I want to highlight this paragraph from the post:

> Here at Google Cloud, we want to provide customers with the best cloud for every ML workload and will offer a variety of high-performance CPUs (including Intel Skylake) and GPUs (including NVIDIA’s Tesla V100) alongside Cloud TPUs.

We fundamentally want Google Cloud to be the best place to do computing. That includes AI/ML and so you’ll see us both invest in our own hardware, as well as provide the latest CPUs, GPUs, and so on. Don’t take this announcement as “Google is going to start excluding GPUs”, but rather that we’re adding an option that we’ve found internally to be an excellent balance of time-to-trained-model and cost. We’re still happily buying GPUs to offer to our Cloud customers, and as I said elsewhere the V100 is a great chip. All of this competition in hardware is great for folks who want to see ML progress in the years to come.

Any plans to support AMD GPUs and the Radeon Open Compute project? The AI/ML community really needs viable alternatives to NVIDIA, otherwise they will continue to flex pricing power. Google, via TensorFlow, is in a phenomenal position to promote open source alternatives to the proprietary Deep Learning software ecosystem that we see today with CUDA/CuDNN.

Google would happily accept patches to enable support for it.

AMD hopefully has a team writing such patches now. It makes business sense for them to do so.

Google is getting even more price gouging from Nvidia than the general public, and has even more incentive to level the playing field.

Or the opposite - they're getting nice savings in return for not actively developing or encouraging CUDA/cuDNN alternatives.

Did you guys ever reveal the internal math model of TPU 2?

We know V100 is FP16/FP32 on their tensor cores, when will you follow suit?

Edit: sort of, from https://www.theregister.co.uk/2017/12/14/google_tpu2_specs_i...

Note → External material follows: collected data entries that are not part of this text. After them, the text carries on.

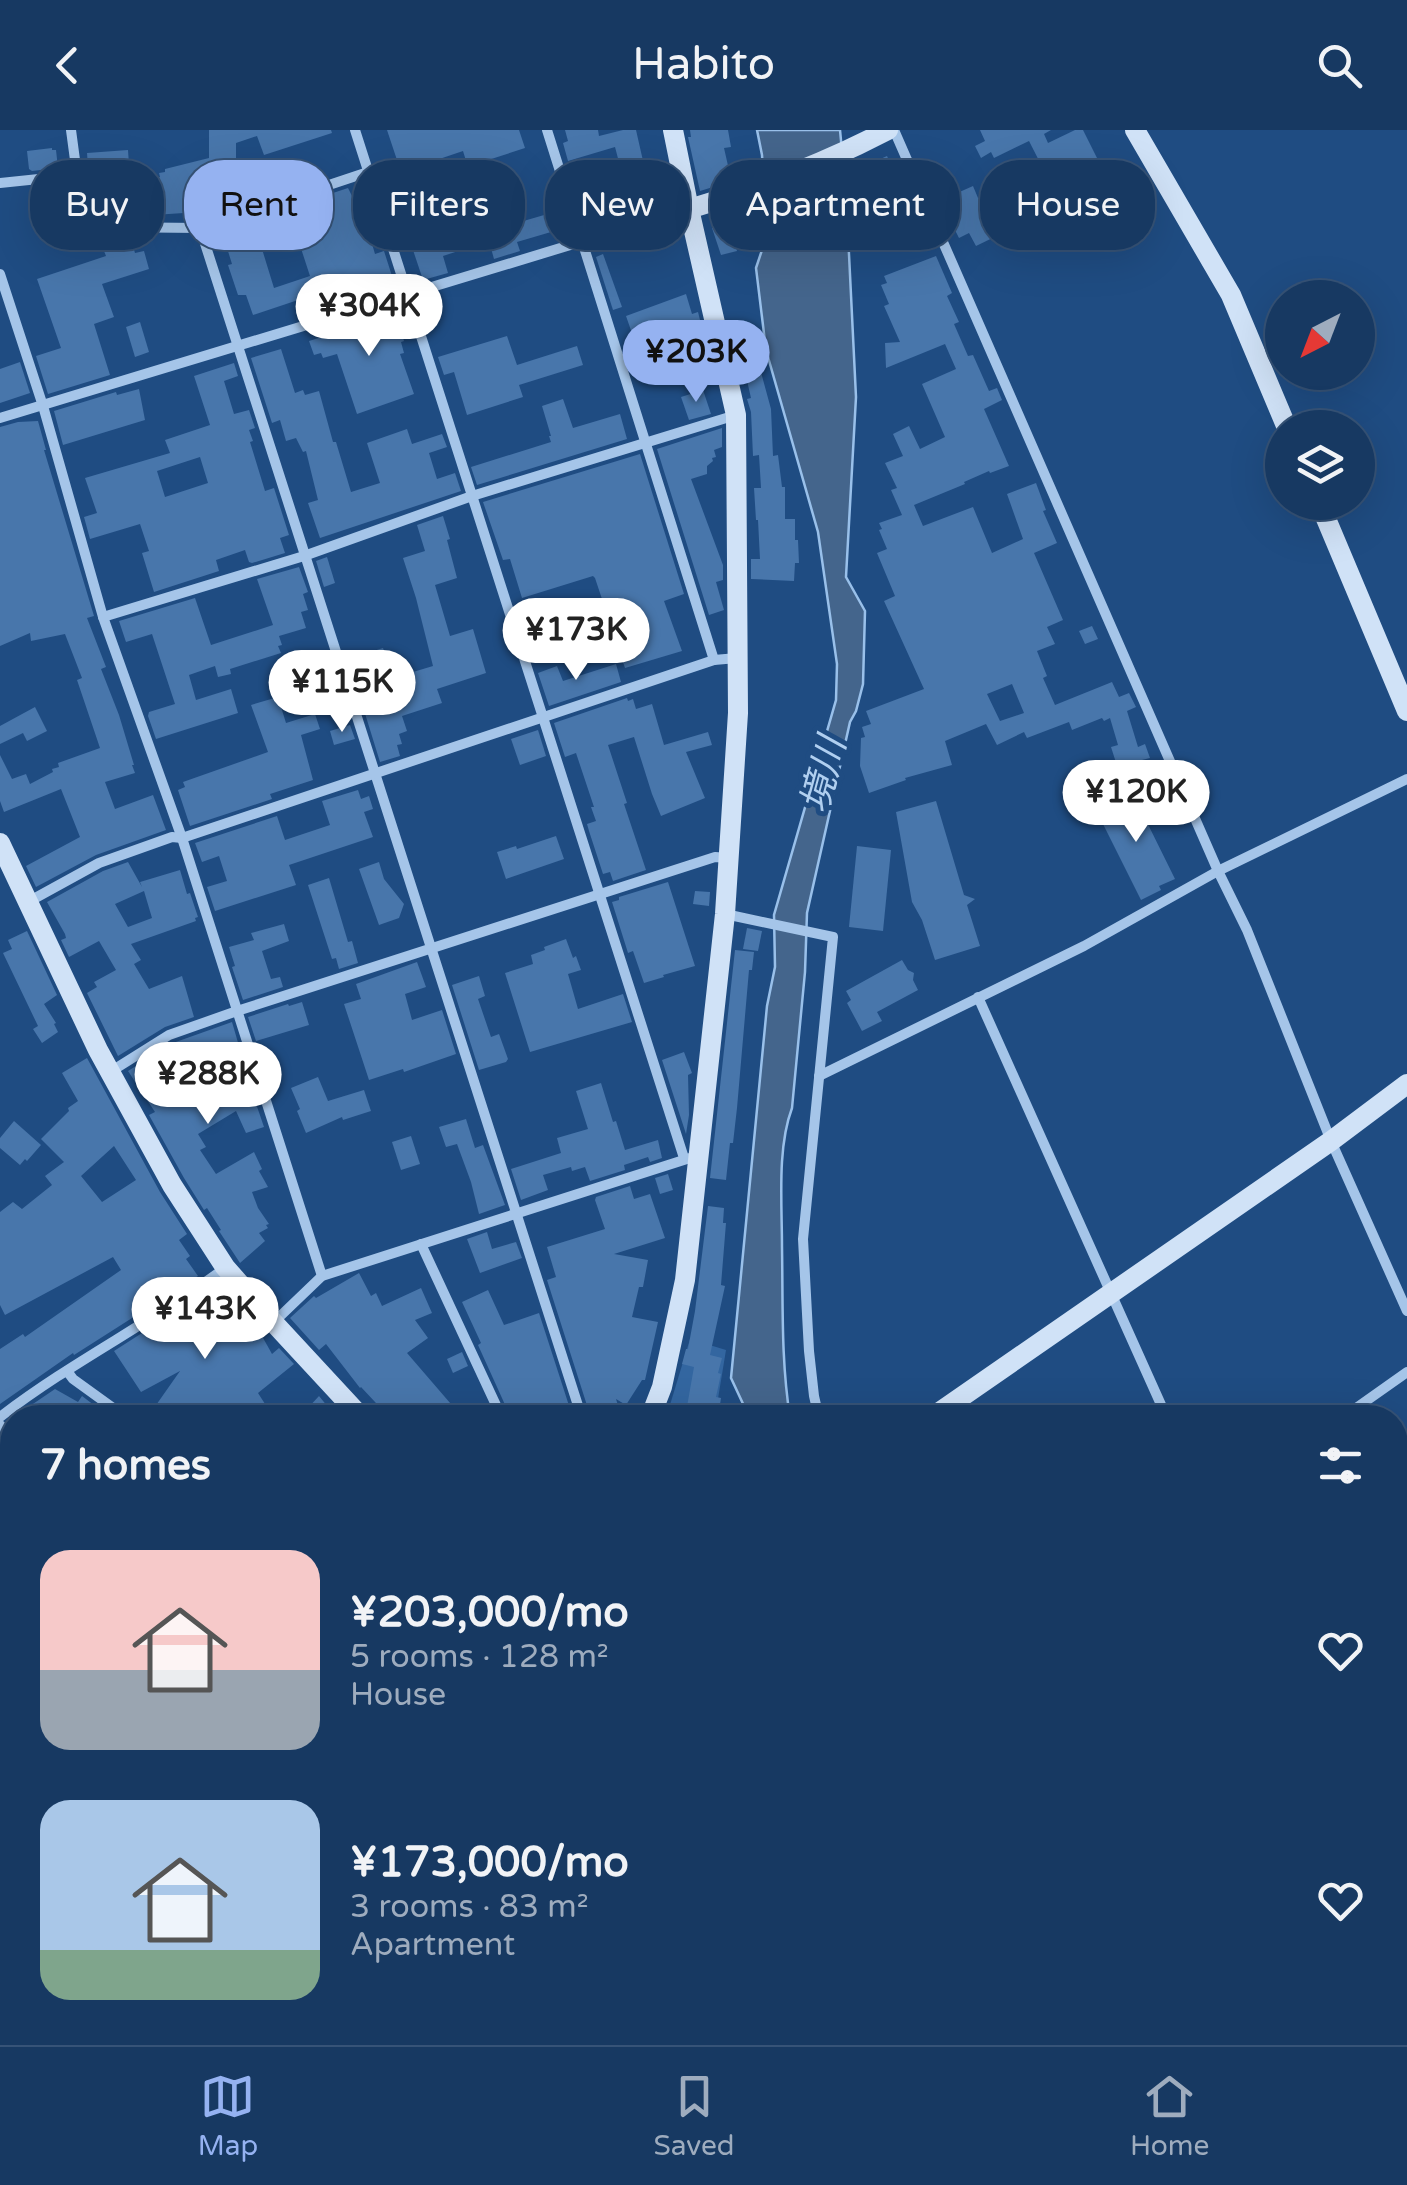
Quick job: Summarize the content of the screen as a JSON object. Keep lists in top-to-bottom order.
{
  "water": ["境川"],
  "north": "bottom left",
  "page": {
    "header": "Habito",
    "chip": [
      "Buy",
      "Rent",
      "Filters",
      "New",
      "Apartment",
      "House"
    ],
    "price": [
      "¥304K",
      "¥203K",
      "¥173K",
      "¥115K",
      "¥120K",
      "¥288K",
      "¥143K"
    ],
    "heading": "7 homes",
    "list": [
      {
        "name": "¥203,000/mo",
        "note": "5 rooms · 128 m² · House"
      },
      {
        "name": "¥173,000/mo",
        "note": "3 rooms · 83 m² · Apartment"
      }
    ],
    "tabs": ["Map", "Saved", "Home"]
  }
}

"32-bit floating-point precision math units for scalars and vectors, and 32-bit floating-point-precision matrix multiplication units with reduced precision for multipliers."

So what does "reduced" mean exactly?

We still don’t document it exactly, but [1] shows that bfloat16 is supported on lots of ops.

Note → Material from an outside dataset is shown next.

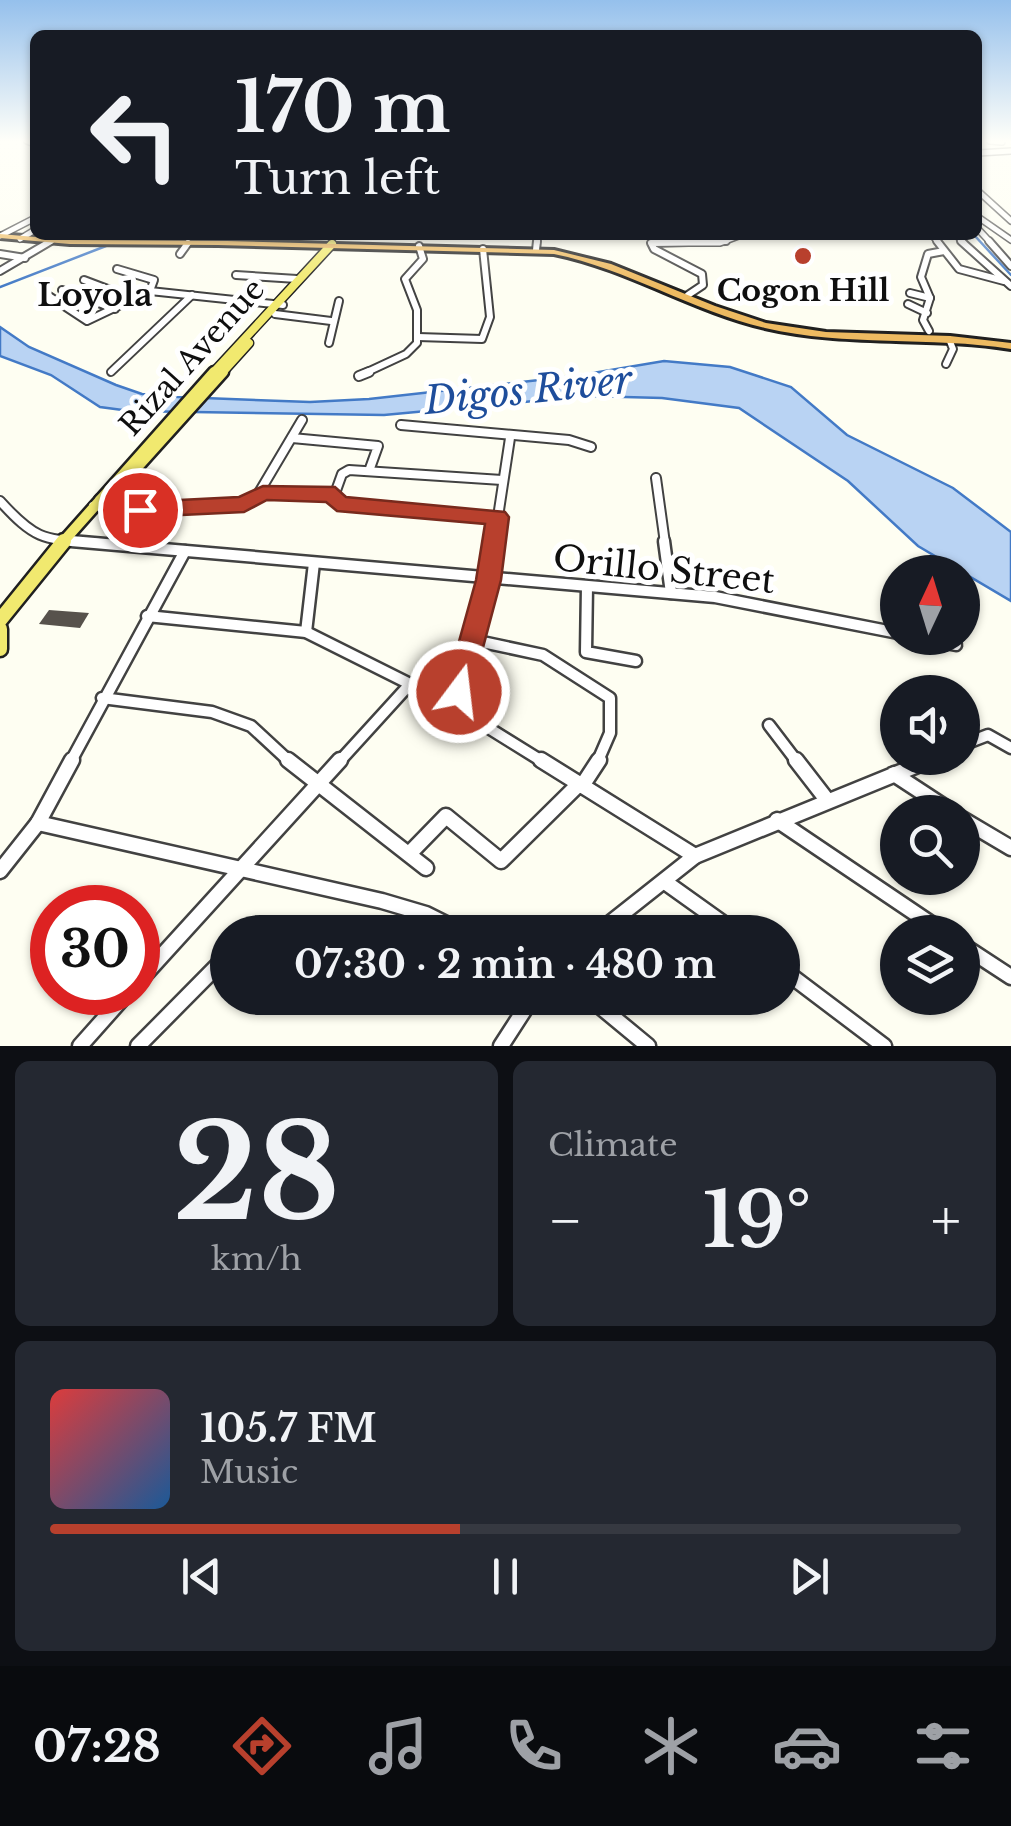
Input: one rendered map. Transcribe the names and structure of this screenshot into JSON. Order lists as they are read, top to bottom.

[1] https://cloud.google.com/tpu/docs/tensorflow-ops

That doesn’t prove that the chip operates at 16 bits. For example, we could do 18-bit multipliers (or anything >= 16) and still use 16-bit floats.

ATI demonstrated FP24 was frickin' awesome over a decade and a half ago. it wouldn't surprise me in the least if you went somewhere like that, but it perplexes me as to why you think that's secret sauce in any way long after ATI nearly destroyed NVIDIA with FP24 back in the early days of DirectX 9 and NV3x.

This isn’t exactly correct. ATI pulled a “fast one” and went with 24bit despite the initial DX9 spec called for 16/32 bit floats which NVIDIA followed.

Once DX9 was split into DX9b and c that “advantage” went away and NVIDIA proved that 16/32 bit was better, something that ATI also had to adopt once MSFT told them enough is enough.

24bit is only better as long as it can do everything 32bit can do and it’s advantageous to build a hardware with 24bit FPUs instead of 32bit FPUs that can also do 2x16bit ops per cycle.

Basically if the silicon cost allow you to put far more 24bit FPUs than 32/16bit ones.

And history proved that this isn’t the case.

For gaming eventually even 2:1 FPUs went away since they are costlier than only 32bit FPUs with promotion.

Maybe in the future we’ll have a 24bit FPU that can also do 3 8bit ops or 16bit+8bit op per cycle if it will be more beneficial than the current 2:1 16/32bit model.

I personally would stick to FP32 across the board for my ML efforts, but we have an entire cottage industry of people coming up with approximations to drive up perf and perf/W, all of which will prove irrelevant until Moore's Law runs out IMO. And even then, I'll still stick to FP32 personally. Speaking from direct experience, bulletproof mixed precision is tough.

I don't think it is secret sauce. If you're gonna let customers send operations to these TPU's, one could figure out what kind of multiplier is used almost immediately upon inspection of a few inputs and outputs.

>We fundamentally want Google Cloud to be the best place to do computing.

Lower. Network. Egress. Pricing. By. Two. Orders. Of. Magnitude.

Market rate is close to $1 per TB outbound. Your rate is $80-$120 per TB. That's just embarrassing.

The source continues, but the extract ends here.